Word for word, restate the line containing "Localize all labels, markers" and all the lines that come after it in the entries below. Include nothing from before it.

- - -

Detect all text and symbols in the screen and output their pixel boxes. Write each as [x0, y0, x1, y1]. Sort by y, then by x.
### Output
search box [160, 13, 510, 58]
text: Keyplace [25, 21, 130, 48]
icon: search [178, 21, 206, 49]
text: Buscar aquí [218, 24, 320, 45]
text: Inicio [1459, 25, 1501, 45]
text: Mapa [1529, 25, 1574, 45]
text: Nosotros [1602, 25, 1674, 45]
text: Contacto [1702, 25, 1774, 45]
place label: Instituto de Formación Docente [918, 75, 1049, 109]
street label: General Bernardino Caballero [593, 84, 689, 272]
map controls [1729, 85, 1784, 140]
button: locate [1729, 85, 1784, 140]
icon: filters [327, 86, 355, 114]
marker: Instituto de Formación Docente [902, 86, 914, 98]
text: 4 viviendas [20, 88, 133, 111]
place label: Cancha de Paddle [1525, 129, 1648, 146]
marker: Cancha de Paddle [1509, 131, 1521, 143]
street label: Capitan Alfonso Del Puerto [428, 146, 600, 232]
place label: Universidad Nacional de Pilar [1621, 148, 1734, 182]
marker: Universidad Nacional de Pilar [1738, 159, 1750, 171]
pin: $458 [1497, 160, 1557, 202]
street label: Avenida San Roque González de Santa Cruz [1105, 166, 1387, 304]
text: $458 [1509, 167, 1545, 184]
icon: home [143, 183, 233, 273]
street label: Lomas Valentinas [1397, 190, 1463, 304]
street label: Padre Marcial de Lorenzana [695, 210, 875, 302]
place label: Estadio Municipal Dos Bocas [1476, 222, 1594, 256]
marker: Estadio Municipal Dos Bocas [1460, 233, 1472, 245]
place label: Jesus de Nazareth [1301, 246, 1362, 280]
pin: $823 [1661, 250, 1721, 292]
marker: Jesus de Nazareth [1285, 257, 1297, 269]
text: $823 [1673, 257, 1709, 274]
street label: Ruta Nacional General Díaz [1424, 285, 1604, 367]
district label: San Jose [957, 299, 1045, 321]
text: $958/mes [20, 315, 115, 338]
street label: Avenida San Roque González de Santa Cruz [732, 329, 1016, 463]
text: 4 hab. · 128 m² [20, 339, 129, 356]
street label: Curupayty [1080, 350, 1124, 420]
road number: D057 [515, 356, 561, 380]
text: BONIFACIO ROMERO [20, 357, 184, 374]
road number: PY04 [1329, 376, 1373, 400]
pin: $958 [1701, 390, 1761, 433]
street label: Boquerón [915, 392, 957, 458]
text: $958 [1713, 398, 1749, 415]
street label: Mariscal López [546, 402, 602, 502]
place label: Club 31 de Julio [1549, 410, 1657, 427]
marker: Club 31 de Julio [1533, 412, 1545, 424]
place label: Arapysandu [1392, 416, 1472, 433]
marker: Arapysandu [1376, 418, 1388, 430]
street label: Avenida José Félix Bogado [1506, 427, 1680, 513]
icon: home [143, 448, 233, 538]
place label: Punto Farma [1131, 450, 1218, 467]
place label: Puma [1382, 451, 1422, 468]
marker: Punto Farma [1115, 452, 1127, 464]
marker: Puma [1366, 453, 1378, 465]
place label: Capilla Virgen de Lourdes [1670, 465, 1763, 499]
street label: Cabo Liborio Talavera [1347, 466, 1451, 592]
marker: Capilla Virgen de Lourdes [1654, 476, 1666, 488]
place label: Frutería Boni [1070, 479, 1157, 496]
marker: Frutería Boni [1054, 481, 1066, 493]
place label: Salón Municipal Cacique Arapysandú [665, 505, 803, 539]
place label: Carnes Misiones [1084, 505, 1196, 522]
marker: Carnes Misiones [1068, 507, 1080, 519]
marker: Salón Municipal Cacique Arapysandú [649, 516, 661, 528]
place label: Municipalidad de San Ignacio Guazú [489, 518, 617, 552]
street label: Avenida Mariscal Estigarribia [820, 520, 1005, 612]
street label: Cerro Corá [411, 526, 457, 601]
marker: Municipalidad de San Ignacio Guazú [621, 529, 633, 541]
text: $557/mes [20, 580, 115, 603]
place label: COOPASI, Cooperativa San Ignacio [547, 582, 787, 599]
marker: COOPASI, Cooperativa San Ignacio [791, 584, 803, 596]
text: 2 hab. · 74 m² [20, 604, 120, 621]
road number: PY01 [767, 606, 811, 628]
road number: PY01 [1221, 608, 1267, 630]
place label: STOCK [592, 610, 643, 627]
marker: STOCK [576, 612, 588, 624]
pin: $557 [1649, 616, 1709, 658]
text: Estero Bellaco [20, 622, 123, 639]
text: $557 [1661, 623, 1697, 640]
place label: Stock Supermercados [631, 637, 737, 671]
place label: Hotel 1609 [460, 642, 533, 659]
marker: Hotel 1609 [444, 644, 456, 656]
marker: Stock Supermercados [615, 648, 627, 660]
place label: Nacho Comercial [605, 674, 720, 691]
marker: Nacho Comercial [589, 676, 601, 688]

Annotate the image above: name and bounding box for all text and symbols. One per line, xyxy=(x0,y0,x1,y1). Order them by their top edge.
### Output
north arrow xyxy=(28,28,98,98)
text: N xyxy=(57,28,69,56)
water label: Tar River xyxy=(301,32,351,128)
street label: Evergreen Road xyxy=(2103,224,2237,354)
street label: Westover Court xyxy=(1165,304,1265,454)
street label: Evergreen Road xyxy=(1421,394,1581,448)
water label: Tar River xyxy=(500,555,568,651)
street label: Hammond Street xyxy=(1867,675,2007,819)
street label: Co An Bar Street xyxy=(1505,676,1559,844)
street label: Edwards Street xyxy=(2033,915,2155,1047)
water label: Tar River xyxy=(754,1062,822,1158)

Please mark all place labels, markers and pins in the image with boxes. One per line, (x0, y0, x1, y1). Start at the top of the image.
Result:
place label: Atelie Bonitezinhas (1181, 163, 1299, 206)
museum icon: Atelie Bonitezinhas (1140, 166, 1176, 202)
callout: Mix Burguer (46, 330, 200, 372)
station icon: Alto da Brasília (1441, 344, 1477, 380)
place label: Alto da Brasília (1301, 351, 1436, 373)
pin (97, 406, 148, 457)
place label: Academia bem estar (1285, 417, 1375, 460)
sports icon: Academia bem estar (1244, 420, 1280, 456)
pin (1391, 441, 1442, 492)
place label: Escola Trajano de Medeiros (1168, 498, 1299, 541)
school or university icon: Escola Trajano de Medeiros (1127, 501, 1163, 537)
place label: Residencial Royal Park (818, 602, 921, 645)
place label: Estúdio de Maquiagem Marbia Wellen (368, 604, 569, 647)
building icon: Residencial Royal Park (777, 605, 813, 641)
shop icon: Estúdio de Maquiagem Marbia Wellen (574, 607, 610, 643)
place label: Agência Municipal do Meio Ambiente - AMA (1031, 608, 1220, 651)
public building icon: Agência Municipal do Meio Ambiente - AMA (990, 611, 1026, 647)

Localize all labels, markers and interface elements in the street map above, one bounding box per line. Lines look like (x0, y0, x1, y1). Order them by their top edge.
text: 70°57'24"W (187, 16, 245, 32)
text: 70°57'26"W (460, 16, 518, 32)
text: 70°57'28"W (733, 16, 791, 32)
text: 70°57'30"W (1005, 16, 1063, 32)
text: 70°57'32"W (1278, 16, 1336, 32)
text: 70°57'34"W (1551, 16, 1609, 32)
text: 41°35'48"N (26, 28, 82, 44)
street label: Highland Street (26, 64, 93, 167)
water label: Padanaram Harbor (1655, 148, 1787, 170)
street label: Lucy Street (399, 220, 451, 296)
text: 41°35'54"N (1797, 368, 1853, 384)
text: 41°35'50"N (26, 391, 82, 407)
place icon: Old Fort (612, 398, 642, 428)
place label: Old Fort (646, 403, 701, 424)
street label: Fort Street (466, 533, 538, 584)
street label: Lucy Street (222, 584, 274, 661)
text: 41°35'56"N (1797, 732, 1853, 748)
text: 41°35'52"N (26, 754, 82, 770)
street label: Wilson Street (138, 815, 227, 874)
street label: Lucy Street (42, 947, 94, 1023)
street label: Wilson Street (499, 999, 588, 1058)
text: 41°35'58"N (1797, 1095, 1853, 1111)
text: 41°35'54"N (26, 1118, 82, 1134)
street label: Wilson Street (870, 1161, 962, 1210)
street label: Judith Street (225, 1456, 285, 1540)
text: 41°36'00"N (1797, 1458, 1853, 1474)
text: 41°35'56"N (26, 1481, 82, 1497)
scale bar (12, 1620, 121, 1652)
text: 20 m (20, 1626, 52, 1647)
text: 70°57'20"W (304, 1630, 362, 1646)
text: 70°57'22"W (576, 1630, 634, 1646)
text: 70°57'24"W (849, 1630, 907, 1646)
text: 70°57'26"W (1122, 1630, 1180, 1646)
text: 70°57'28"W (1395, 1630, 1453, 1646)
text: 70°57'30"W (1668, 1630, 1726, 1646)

- - -

### RESPONSE TO THE TASK
Localize all labels, markers and interface elements in the street map above, one bounding box per line. Lines look like (x0, y0, x1, y1). Order them by their top edge.
text: 70°57'24"W (187, 16, 245, 32)
text: 70°57'26"W (460, 16, 518, 32)
text: 70°57'28"W (733, 16, 791, 32)
text: 70°57'30"W (1005, 16, 1063, 32)
text: 70°57'32"W (1278, 16, 1336, 32)
text: 70°57'34"W (1551, 16, 1609, 32)
text: 41°35'48"N (26, 28, 82, 44)
street label: Highland Street (26, 64, 93, 167)
water label: Padanaram Harbor (1655, 148, 1787, 170)
street label: Lucy Street (399, 220, 451, 296)
text: 41°35'54"N (1797, 368, 1853, 384)
text: 41°35'50"N (26, 391, 82, 407)
place icon: Old Fort (612, 398, 642, 428)
place label: Old Fort (646, 403, 701, 424)
street label: Fort Street (466, 533, 538, 584)
street label: Lucy Street (222, 584, 274, 661)
text: 41°35'56"N (1797, 732, 1853, 748)
text: 41°35'52"N (26, 754, 82, 770)
street label: Wilson Street (138, 815, 227, 874)
street label: Lucy Street (42, 947, 94, 1023)
street label: Wilson Street (499, 999, 588, 1058)
text: 41°35'58"N (1797, 1095, 1853, 1111)
text: 41°35'54"N (26, 1118, 82, 1134)
street label: Wilson Street (870, 1161, 962, 1210)
street label: Judith Street (225, 1456, 285, 1540)
text: 41°36'00"N (1797, 1458, 1853, 1474)
text: 41°35'56"N (26, 1481, 82, 1497)
scale bar (12, 1620, 121, 1652)
text: 20 m (20, 1626, 52, 1647)
text: 70°57'20"W (304, 1630, 362, 1646)
text: 70°57'22"W (576, 1630, 634, 1646)
text: 70°57'24"W (849, 1630, 907, 1646)
text: 70°57'26"W (1122, 1630, 1180, 1646)
text: 70°57'28"W (1395, 1630, 1453, 1646)
text: 70°57'30"W (1668, 1630, 1726, 1646)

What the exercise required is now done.